Powermetal.dk
Grade: 80/100
Release party, Billabong Bar, Aarhus, Denmark, March 23rd 2007
I've had time to listen to Gehennesis three or four times before Melsen and I head into town on this Friday evening. My impression so far is positive. Safely nested in the professional hands of producer Ziggy and mastering wizard Tue Madsen the album sounds just right, with fine energy, atmosphere and melody as a background for Jesper Heinsvig s near-black metal vocal. So it's not the album pre-listening possibility I'm so curious about on this evening, but more the fact that Compos Mentis have promised to play a few tunes live. The Billabong Bar is tiny bar in the centre of Aarhus, and since the band has promised free beer for everyone, the place is literally packed. Singer Jesper announces from the bar that we'll first listen to the CD a bit and then the band will play some songs from the album. The pre-listening session is a bit of a joke, since the music is practically inaudible due to the many people who focus more on the free beer.
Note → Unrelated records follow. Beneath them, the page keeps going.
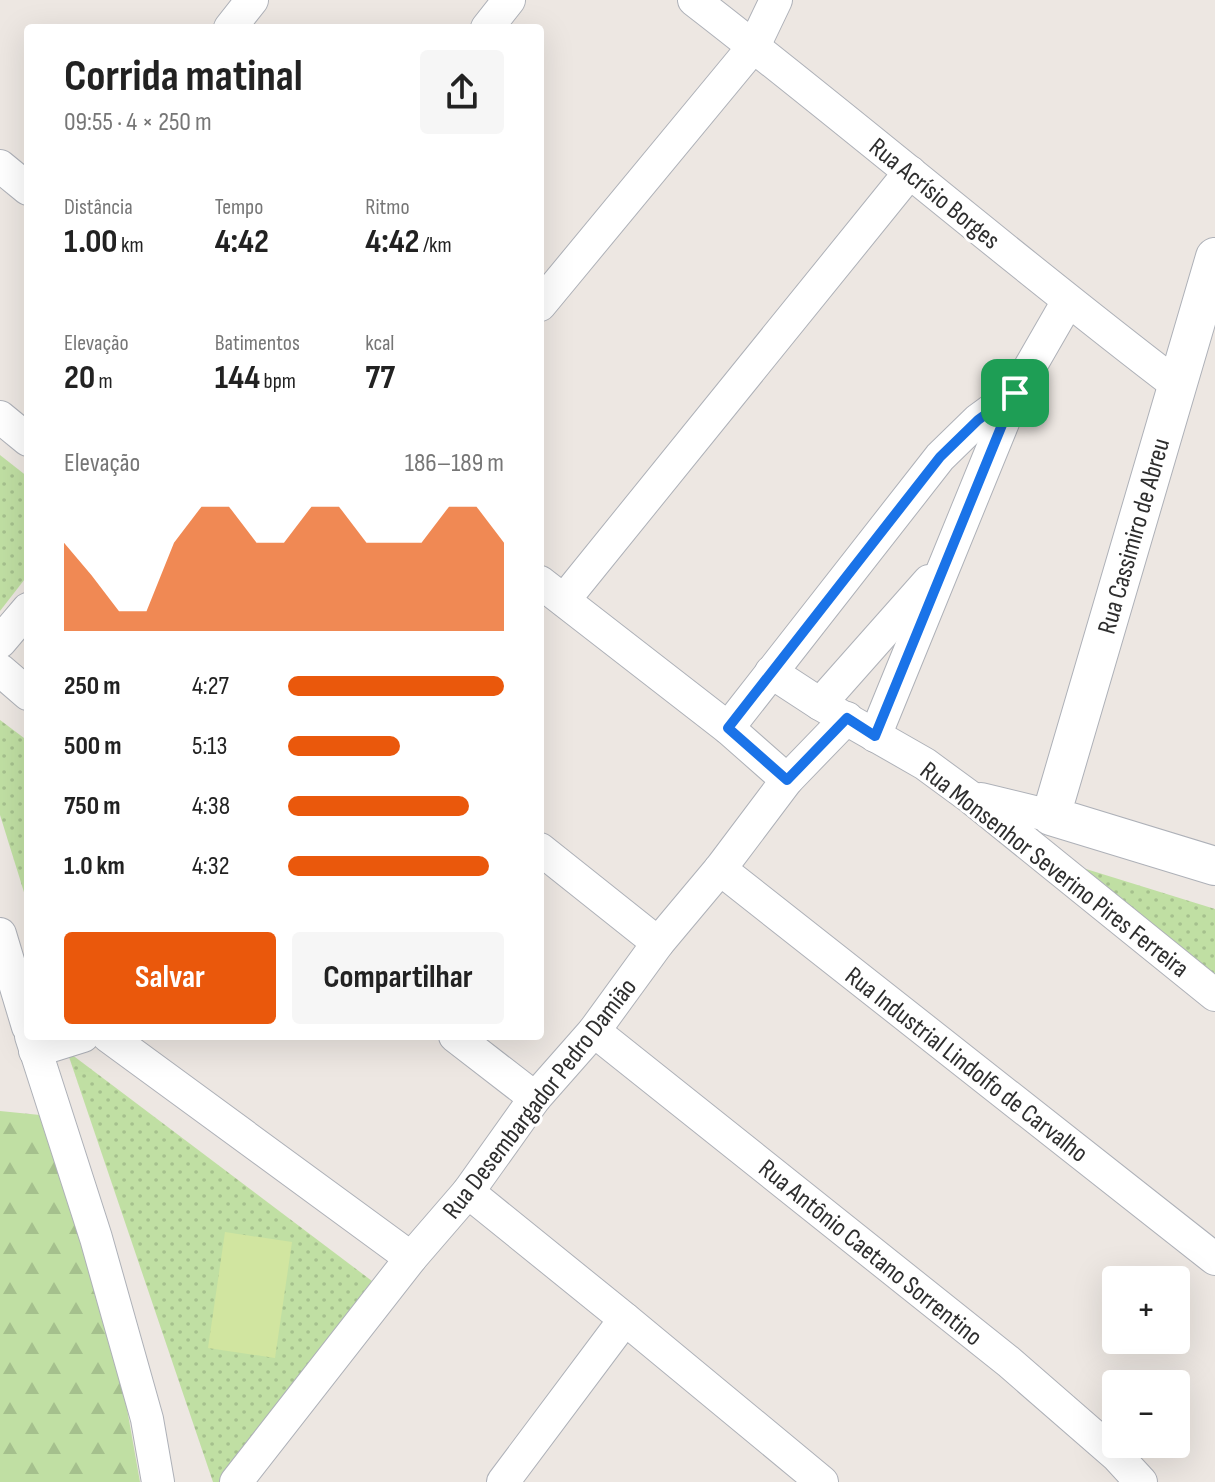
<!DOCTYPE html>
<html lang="pt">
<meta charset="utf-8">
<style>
body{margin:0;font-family:"Sofia Sans Condensed",sans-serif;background:#f6f6f6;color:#222;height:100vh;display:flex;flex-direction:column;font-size:30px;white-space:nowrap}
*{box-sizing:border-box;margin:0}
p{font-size:26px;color:#767676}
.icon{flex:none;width:44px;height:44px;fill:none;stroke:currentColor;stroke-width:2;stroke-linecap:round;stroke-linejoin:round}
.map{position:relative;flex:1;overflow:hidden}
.details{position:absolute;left:24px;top:24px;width:520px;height:1016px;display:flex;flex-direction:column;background:#fff;border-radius:8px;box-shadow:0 8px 32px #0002}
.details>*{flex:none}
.fabs{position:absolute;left:1102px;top:1266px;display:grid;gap:16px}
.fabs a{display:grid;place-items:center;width:88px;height:88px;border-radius:8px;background:#fff;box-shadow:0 8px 32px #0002;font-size:40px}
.pin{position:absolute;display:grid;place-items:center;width:68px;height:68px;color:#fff;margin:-34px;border-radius:16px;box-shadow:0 4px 12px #0006}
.round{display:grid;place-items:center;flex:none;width:84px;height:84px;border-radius:8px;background:#f6f6f6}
.headline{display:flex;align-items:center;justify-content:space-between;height:136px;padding:0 40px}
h1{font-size:44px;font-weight:700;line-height:60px}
.figures{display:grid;grid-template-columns:repeat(3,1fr);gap:12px;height:136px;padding:8px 40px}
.figures div{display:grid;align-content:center}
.figures b{font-size:34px;font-weight:700}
.figures small{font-size:22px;font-weight:400}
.figures p{font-size:22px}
.chart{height:224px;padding:16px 40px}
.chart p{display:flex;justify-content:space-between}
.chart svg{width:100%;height:144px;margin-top:8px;fill:#ea580c;opacity:.7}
.cta{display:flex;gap:16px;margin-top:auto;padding:16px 40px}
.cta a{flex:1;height:92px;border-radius:8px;background:#ea580c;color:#fff;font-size:32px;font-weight:700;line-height:92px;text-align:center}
.cta a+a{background:#f6f6f6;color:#222}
ul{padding:0 40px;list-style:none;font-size:26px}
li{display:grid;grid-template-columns:128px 96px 1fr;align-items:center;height:60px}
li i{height:20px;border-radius:10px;background:#ea580c}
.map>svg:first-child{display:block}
.grass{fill:url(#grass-dots)}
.forest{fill:url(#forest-firs)}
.pitch{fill:#d1e5a0}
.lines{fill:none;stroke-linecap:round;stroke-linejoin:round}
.minor-casing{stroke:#aeb1b8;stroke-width:34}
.tertiary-casing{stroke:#aeb1b8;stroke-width:40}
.minor{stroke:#fff;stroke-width:32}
.tertiary{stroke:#fff;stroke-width:38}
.route-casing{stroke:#fff;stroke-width:16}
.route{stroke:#1a73e8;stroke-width:10}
.labels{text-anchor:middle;stroke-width:6;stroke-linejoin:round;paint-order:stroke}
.street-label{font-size:26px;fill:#2e2e2e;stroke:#fff}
</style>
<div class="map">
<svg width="1215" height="1482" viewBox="0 0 1215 1482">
<defs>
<pattern id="grass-dots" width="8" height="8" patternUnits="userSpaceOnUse" patternTransform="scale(2)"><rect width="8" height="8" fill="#c0dfa3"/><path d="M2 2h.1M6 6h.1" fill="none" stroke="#a5c08d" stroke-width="1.8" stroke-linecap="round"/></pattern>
<pattern id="forest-firs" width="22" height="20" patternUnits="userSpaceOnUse" patternTransform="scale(2)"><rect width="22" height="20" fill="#c0dfa3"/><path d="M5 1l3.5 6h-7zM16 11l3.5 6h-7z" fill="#a5c08d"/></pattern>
</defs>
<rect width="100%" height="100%" fill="#ede7e2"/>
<g class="grass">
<path d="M 0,455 L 28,477 L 28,575 L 0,611 Z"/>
<path d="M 0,720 L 28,741 L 28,905 L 0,815 Z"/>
<path d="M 1057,860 L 1215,909 L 1215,983 Z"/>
<path d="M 67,1051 L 372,1281 L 220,1482 L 213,1482 Z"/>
</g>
<path class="forest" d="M 0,1111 L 40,1115 L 118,1358 L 140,1482 L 0,1482 Z"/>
<path class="pitch" d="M 225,1232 L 292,1242 L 275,1358 L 208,1348 Z"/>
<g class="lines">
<g class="minor-casing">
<g id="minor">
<path d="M 694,0 C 857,126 1013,260 1177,385"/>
<path d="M 230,28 L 252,0"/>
<path d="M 487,28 L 509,0"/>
<path d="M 0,166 L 28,189"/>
<path d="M 540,305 L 754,46 L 776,0"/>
<path d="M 0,417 L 28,440"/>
<path d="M 540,582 L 728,728 L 787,780"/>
<path d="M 564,600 L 910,172"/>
<path d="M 0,642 L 28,609"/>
<path d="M 0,670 L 28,694"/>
<path d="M 771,672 L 820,704 L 925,764 L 970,797 L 1215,995"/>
<path d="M 820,704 L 929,581"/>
<path d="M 728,728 L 940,457 L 978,420 L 1015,393"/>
<path d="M 875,736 L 1015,393 L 1068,301"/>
<path d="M 981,799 L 1051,816"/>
<path d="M 540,849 L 658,943"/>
<path d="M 720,869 L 1215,1259"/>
<path d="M 0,934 L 28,1027"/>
<path d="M 594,1031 L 1009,1362 L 1117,1456 L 1141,1482"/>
<path d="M 31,1036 L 96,1238 L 147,1419 L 158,1482"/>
<path d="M 108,1036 L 411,1258"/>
<path d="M 455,1036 L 535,1098"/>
<path d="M 35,1051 L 83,1036"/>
<path d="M 468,1192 L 625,1319 L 822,1482"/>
<path d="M 236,1482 L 411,1258 L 468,1192 L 535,1098 L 594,1031 L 658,943 L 720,869 L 787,780 L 847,718"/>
<path d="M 503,1482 L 625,1319"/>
</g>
</g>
<g class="tertiary-casing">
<path id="tertiary" d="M 1215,257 L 1051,816 L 1215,866"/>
</g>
<use href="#minor" class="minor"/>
<use href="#tertiary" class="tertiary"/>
</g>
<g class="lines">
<g class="route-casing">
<path id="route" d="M 1015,393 L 875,736 L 847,718 L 787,780 L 728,728 L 940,457 L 978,420 Z"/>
</g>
<use href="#route" class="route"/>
</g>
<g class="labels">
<g class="street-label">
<text transform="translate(935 193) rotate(39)" y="9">Rua Acrísio Borges</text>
<text transform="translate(1133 536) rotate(-74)" y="9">Rua Cassimiro de Abreu</text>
<text transform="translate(1055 869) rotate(38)" y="9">Rua Monsenhor Severino Pires Ferreira</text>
<text transform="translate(967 1064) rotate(38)" y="9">Rua Industrial Lindolfo de Carvalho</text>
<text transform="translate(539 1098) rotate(-52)" y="9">Rua Desembargador Pedro Damião</text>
<text transform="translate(871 1252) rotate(39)" y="9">Rua Antônio Caetano Sorrentino</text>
</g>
</g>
</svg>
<div class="fabs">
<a>+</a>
<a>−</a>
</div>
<div class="pin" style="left:1015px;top:393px;background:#1e9e55"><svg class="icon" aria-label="arrive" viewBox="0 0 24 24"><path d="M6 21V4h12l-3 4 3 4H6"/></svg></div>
<section class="details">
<div class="headline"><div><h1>Corrida matinal</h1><p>09:55 · 4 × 250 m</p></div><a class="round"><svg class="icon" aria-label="share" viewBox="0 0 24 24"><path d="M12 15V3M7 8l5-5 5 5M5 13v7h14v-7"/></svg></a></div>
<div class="figures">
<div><p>Distância</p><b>1.00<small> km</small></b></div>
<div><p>Tempo</p><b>4:42</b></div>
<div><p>Ritmo</p><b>4:42<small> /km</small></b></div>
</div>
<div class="figures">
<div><p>Elevação</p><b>20<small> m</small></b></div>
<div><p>Batimentos</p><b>144<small> bpm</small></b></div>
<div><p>kcal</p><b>77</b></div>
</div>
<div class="chart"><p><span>Elevação</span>186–189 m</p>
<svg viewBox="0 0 160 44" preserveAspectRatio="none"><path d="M0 44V17L10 27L20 38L30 38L40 17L50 6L60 6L70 17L80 17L90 6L100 6L110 17L120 17L130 17L140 6L150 6L160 17V44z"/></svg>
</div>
<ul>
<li><b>250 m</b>4:27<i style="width:100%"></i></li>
<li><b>500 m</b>5:13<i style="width:52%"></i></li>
<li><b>750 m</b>4:38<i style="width:84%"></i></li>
<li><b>1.0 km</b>4:32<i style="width:93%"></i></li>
</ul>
<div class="cta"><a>Salvar</a><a>Compartilhar</a></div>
</section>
</div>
Soon the band gathers at one end of the narrow bar where their gear has been crammed into a space of approximately five square metres. Despite the confinement of this small space, the sextet manages to perform four songs, three from the new album and one from their 2003 debut, Fragments of a Withered Dream . They sound good, even, although the keyboard is unusually loud for a band like this, almost to a point where it sounds odd. Matters not, the overall impression is fine and the folk at Billabong Bar are happy also when a beer drinking contest is announced and convincingly won by a red-haired maiden in front of four guys! Thus amused, we depart.
The album
What the visitors at the Billabong Bar could hardly manage to hear last night is a really solid release that combines elements of traditional heavy metal melody, latter-day Dimmu Borgir/Cradle of Filth-ish pop black metal and Moonspell atmosphere. The use of synth/piano is widespread and in most instances used appropriately, although you at times wish that it would move one step further into background and make more room for the fine guitar work.
The incorporation of a 45-piece choir on three songs is a cool addition to the bombastic sound and pushes the boundaries for the genre a wee bit, although it in fact is the underlying heaviness and groove that really does the trick for me.
All in all, a recommendable album from the talented Danish sextet. Try it out.